Re: [PATCH] x86/tsc: Add option to force HW timer based recalibration

From: Thomas Gleixner
Date: Mon May 09 2022 - 09:03:32 EST


Feng,

On Mon, May 09 2022 at 19:22, Feng Tang wrote:
> On Mon, May 09, 2022 at 12:01:42PM +0200, Thomas Gleixner wrote:
>> > This option is more like a way to double-check the correctness of
>> > tsc-freq got from MSR/CPUID(0x15).
>>
>> If at all it's a workaround for the inability and ignorance of firmware
>> people. The crystal frequency and the TSC/crystal ratio _are_ known to
>> the system designer and firmware people. It's really not asked too much
>> to put the correct values into CPUID(0x15) and have proper quality
>> control to ensure the correctness.
>>
>> The whole argument about early firmware and pre-production hardware is
>> bogus. It's 2022 and we are debating this problem for more than a decade
>> now and still hardware and firmware people think they can do what they
>> want and it all can be "fixed" in software. It's not rocket science to
>> get this straight.
>
> I completely understand it, as we've also suffered a lot from such
> problems. This patch doesn't change any current work flow, and it simply
> calibrates and prints out the freq info (warn if there is big deviation).
> It acctually provides SW guys a quick way to argue with HW/FW people:
> "See! You've given us a wrong number, please fix it", otherwise I heard
> there was customer long ago who used atomic clock to prove the
> deviation.

Then please say clearly in the changelog what this is about.
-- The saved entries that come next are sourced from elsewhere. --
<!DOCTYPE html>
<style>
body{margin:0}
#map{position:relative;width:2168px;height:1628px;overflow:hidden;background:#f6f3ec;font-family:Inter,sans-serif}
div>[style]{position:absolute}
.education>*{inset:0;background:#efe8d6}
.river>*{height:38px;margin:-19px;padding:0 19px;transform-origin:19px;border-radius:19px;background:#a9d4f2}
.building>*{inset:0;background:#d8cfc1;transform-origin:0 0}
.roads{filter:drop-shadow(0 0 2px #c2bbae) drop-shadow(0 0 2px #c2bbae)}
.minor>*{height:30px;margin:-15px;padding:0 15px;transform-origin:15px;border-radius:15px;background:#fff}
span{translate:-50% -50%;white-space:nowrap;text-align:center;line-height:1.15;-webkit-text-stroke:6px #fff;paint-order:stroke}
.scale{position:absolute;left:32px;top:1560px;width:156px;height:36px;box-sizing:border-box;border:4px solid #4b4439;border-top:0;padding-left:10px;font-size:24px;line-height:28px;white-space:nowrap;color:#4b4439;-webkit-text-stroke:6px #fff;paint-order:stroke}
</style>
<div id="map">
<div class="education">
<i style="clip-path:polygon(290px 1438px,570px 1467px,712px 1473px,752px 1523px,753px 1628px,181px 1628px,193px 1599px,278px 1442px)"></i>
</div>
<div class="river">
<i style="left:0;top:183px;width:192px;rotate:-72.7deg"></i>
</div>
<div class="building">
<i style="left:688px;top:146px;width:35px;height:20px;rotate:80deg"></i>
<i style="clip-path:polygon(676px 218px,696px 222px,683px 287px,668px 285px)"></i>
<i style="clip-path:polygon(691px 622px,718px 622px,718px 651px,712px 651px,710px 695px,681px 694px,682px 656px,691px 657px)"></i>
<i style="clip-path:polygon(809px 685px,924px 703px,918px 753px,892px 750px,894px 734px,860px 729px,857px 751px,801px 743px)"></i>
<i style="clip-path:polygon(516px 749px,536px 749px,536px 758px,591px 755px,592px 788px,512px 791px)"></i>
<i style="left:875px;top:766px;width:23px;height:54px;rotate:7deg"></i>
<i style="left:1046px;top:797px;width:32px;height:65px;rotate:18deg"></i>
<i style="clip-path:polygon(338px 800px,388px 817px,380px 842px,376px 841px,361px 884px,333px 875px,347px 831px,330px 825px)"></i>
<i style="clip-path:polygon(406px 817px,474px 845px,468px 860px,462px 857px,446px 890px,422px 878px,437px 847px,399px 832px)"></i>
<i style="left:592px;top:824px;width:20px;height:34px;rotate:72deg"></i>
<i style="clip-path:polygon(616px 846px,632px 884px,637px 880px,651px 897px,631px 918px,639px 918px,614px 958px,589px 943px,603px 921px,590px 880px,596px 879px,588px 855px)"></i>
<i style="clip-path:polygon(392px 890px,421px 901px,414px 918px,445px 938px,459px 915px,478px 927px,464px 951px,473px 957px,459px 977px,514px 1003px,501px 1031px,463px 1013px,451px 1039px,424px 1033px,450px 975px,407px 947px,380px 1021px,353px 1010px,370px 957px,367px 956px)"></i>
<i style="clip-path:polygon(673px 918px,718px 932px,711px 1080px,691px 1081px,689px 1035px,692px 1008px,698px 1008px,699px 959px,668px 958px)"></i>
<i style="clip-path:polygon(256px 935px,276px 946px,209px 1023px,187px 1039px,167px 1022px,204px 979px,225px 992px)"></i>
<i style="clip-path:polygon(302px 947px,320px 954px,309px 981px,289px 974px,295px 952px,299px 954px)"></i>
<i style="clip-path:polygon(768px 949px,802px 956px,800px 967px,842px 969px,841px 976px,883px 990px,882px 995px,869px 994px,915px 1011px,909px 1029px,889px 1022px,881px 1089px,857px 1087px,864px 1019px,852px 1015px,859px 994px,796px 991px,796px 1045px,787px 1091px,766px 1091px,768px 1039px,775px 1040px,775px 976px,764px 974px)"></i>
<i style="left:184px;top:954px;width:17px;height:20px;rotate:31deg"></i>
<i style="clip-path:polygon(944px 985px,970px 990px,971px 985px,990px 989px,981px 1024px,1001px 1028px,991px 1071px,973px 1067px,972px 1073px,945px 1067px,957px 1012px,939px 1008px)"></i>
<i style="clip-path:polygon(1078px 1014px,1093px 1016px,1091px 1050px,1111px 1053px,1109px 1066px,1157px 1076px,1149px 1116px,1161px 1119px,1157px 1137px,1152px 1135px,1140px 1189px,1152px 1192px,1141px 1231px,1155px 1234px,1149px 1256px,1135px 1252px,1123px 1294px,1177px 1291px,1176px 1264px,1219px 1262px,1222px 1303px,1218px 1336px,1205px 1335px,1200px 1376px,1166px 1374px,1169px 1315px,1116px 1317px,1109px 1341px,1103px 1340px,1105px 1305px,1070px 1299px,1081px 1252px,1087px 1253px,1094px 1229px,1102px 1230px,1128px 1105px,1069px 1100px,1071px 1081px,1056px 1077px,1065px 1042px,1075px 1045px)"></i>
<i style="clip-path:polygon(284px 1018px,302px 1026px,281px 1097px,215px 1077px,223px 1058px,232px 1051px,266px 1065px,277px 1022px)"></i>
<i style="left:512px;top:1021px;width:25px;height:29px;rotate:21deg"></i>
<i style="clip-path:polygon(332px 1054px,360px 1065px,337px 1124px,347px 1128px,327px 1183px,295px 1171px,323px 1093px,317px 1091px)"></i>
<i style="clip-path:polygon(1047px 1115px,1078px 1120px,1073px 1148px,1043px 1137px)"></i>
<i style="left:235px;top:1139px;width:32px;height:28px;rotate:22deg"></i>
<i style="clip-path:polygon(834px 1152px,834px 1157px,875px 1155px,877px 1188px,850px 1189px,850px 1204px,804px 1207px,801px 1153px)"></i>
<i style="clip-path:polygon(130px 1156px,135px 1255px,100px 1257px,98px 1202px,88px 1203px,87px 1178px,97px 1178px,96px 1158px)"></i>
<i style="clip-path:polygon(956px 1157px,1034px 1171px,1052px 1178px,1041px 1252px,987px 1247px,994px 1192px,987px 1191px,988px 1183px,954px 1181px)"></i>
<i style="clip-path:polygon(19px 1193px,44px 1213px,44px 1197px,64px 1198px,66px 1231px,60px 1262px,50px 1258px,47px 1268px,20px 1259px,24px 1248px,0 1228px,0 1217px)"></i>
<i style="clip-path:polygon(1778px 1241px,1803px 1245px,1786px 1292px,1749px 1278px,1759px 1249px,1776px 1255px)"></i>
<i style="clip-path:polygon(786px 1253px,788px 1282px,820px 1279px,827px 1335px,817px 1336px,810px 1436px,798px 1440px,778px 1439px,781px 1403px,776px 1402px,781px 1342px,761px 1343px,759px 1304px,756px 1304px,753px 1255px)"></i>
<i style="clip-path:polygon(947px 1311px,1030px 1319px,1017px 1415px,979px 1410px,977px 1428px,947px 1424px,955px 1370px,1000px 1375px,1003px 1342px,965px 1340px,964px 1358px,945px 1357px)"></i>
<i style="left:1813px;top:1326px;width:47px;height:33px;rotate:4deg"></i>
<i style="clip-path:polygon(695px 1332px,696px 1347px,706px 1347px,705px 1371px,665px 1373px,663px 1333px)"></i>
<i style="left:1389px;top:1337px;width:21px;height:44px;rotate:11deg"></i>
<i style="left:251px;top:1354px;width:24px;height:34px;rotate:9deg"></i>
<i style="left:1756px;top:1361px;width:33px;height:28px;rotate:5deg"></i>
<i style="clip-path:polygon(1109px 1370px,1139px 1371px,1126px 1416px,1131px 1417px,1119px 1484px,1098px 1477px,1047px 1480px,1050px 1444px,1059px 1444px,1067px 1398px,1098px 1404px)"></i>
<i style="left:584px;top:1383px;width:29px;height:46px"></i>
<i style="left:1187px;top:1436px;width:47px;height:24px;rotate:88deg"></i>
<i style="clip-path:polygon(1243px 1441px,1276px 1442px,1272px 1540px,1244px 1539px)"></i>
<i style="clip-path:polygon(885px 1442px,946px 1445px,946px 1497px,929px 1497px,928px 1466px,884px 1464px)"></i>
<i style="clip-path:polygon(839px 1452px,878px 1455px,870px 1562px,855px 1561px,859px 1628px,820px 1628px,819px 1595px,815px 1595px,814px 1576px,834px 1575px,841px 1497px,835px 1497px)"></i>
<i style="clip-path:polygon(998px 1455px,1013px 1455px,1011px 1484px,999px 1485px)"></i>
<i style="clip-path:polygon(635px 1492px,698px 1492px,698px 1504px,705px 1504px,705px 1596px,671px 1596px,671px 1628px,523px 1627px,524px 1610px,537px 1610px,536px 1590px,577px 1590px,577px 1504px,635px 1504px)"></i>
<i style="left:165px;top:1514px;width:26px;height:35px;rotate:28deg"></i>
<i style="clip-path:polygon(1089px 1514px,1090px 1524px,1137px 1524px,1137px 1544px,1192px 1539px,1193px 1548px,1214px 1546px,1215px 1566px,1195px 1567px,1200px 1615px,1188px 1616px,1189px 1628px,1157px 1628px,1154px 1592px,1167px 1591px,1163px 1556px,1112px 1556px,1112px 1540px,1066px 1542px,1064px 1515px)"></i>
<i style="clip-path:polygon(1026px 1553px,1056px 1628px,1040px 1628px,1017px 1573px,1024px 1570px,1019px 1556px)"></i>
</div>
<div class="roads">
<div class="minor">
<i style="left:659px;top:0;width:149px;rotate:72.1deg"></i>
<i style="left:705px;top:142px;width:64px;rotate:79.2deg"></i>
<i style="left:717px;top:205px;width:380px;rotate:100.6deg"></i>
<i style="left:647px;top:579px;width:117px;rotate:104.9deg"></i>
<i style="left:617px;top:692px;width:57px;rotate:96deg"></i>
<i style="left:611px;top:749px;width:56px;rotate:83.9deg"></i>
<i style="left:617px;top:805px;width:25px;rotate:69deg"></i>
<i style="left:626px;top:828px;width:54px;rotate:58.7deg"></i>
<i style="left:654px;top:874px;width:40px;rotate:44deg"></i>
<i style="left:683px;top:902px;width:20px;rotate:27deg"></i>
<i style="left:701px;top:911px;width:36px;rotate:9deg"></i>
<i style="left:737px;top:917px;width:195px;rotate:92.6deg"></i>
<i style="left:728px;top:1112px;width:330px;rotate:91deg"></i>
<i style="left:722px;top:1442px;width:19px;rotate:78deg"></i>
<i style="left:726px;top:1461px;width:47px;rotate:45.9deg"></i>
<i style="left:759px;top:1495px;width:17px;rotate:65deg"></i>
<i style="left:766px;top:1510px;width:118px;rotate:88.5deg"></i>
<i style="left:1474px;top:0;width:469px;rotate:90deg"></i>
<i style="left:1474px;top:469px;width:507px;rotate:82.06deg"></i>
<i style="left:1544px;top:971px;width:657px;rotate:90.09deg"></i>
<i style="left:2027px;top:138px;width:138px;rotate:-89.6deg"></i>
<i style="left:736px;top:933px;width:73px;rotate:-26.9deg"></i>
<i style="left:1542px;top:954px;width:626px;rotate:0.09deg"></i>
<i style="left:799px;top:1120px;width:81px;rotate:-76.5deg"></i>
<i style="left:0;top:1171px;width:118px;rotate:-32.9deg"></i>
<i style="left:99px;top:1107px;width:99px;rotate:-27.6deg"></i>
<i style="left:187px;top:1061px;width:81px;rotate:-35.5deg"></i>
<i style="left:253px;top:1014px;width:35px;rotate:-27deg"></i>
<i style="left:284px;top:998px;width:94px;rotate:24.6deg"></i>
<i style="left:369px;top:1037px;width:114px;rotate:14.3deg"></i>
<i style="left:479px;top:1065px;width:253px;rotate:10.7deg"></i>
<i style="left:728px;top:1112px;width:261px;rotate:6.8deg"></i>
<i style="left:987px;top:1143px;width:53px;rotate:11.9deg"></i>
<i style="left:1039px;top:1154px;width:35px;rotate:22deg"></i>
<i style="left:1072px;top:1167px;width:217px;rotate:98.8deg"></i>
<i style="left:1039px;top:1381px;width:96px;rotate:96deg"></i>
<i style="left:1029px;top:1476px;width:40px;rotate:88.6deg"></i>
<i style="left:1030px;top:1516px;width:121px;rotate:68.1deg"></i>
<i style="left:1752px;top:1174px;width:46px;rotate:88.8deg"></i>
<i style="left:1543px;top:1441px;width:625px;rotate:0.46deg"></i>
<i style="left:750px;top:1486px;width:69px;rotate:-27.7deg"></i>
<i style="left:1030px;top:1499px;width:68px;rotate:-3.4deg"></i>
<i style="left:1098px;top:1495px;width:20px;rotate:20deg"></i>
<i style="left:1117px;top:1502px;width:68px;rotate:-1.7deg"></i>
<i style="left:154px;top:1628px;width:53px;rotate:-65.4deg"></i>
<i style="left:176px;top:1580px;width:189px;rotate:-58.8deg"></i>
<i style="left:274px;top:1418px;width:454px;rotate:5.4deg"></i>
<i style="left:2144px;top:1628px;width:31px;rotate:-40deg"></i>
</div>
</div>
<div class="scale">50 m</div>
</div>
"Currently when HW provides the tsc freq info through MSR or
CPUID(0x15), the info will be taken as the 'best guess', and kernel
will set the X86_FEATURE_TSC_KNOWN_FREQ flag and skip the HW timer
based recalibration, which works pretty well.
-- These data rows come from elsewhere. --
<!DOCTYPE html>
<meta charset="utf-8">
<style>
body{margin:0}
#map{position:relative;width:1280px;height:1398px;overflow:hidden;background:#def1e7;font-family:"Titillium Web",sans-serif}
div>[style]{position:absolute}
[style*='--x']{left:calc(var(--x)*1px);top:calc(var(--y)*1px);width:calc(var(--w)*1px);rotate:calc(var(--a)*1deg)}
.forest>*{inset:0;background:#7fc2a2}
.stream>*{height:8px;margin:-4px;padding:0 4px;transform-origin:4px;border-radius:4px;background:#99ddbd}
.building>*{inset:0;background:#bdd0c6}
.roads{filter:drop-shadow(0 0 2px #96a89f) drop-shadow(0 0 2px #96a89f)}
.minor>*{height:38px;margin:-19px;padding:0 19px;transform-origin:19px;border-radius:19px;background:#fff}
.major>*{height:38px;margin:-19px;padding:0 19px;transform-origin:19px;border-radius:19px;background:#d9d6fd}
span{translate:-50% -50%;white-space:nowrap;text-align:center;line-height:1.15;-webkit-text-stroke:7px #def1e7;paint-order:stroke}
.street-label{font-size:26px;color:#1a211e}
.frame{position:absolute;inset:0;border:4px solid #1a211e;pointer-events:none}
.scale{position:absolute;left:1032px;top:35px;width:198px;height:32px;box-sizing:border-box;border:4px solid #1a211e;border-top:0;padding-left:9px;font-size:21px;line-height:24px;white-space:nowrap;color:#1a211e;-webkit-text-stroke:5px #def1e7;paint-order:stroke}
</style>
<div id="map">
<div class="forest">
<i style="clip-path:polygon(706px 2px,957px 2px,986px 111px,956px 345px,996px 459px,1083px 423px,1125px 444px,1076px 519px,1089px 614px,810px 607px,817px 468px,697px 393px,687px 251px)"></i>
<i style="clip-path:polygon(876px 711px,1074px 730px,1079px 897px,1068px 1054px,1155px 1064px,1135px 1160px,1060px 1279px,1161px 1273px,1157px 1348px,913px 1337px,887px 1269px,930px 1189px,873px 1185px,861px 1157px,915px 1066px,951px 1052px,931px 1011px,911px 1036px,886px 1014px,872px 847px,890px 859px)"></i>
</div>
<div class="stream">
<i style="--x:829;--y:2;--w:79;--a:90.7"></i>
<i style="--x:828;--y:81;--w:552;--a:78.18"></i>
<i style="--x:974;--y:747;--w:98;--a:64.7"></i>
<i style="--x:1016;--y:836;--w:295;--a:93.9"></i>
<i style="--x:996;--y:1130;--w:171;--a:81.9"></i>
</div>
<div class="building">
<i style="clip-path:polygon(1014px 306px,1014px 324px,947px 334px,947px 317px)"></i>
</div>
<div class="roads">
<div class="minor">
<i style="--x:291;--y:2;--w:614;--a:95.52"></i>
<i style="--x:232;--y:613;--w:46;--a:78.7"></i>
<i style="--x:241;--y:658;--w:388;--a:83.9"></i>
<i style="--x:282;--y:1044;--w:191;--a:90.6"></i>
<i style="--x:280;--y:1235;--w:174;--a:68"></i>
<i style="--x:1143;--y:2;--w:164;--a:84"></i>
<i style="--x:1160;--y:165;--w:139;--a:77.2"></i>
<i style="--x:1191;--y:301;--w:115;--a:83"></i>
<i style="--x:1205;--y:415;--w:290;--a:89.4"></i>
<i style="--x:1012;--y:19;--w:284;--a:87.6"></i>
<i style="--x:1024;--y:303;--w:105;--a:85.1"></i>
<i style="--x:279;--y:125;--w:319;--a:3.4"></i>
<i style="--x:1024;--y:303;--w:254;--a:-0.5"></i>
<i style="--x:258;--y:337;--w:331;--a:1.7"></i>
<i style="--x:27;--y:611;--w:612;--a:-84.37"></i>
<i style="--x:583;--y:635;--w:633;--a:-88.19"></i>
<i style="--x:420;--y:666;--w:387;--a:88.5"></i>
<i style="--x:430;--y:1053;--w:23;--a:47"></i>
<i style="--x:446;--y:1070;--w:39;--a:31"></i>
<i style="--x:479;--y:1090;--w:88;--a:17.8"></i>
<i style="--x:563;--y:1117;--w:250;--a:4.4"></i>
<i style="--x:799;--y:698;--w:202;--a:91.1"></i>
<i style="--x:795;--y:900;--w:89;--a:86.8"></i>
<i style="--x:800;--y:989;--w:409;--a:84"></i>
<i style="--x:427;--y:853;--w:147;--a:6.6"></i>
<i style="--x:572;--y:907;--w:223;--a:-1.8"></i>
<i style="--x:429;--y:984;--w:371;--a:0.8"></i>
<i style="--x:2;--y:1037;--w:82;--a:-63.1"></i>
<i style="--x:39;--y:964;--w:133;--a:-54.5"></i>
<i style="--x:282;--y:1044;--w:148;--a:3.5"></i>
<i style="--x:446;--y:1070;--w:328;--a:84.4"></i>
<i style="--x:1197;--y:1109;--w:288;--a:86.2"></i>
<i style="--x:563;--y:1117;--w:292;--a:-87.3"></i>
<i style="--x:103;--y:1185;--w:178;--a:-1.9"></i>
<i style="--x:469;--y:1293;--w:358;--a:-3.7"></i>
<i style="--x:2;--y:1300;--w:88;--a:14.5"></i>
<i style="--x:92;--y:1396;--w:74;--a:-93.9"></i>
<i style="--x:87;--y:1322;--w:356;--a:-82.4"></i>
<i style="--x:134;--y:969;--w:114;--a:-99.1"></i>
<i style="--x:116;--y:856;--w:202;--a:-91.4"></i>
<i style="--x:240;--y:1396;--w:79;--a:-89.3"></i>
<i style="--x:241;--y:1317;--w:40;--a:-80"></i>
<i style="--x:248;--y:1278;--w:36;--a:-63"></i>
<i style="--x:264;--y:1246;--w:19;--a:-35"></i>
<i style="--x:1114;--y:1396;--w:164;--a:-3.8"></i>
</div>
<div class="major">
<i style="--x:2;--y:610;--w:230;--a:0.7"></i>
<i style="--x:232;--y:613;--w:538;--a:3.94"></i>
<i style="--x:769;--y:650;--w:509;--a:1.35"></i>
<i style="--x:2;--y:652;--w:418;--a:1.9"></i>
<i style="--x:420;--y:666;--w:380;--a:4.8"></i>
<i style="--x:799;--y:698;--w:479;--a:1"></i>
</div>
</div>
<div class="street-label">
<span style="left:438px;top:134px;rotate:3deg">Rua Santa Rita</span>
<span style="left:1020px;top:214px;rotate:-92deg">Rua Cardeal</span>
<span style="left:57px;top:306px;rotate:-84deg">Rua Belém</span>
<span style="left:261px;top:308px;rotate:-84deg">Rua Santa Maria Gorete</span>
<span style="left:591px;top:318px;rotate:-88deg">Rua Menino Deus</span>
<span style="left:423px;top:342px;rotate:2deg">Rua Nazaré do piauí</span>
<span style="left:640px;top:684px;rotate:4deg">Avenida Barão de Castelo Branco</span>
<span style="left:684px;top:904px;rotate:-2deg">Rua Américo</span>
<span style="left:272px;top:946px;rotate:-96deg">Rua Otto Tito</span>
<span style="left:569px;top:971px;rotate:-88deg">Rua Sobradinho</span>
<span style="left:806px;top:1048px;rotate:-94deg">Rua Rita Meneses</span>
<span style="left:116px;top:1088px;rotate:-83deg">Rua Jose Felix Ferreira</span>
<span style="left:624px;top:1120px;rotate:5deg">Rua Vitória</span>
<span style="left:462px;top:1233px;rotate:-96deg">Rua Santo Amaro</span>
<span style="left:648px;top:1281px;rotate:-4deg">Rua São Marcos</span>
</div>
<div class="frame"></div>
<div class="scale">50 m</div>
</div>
And there is still very few corner case that the freq info is not
accurate enough will small deviation from the actual value, like on
a product with early version (fix needed) of firmware or some
pre-production hardware.

Add..."

versus:

"The kernel assumes that the TSC frequency which is provided by the
hardware / firmware via MSRs or CPUID(0x15) is correct after applying
a few basic consistency checks. This disables the TSC recalibration
against HPET or PM timer.

As a result there is no mechanism to validate that frequency in cases
where a firmware or hardware defect is suspected.

Add..."

Can you spot the difference in intention? The first one sounds like:

We need to tolerate the hardware/firmware induced crap.

The second one says:

Provide a mechanism to validate because we cannot trust hardware /
firmware.

Hmm?

>> Aside of that HPET has become unrealiable and PM timer is not guaranteed
>> to be there either. So we really do not need a mechanism to enforce
>> recalibration against something which is not guaranteed to provide
>> sensible information.
>
> Correct. The HPET on new client platforms turn to be disabled for the
> PC10 issue, though it's fine on server platforms where tsc accuracy is
> more important.

TSC accuracy is important in any case. Why would it be more important on
server platforms? Just because?

> Also even for the disabled HPET case, I remembered that you've once
> suggested to leverage its capability for calibration, and only disable
> it before cpu idle framework really starts :)

Correct, but that would only be valid for early boot calibration and not
accross the recalibration.

That's why we ended up disabling HPET early in case of PC10. See
hpet_is_pc10_damaged().

Thanks,

tglx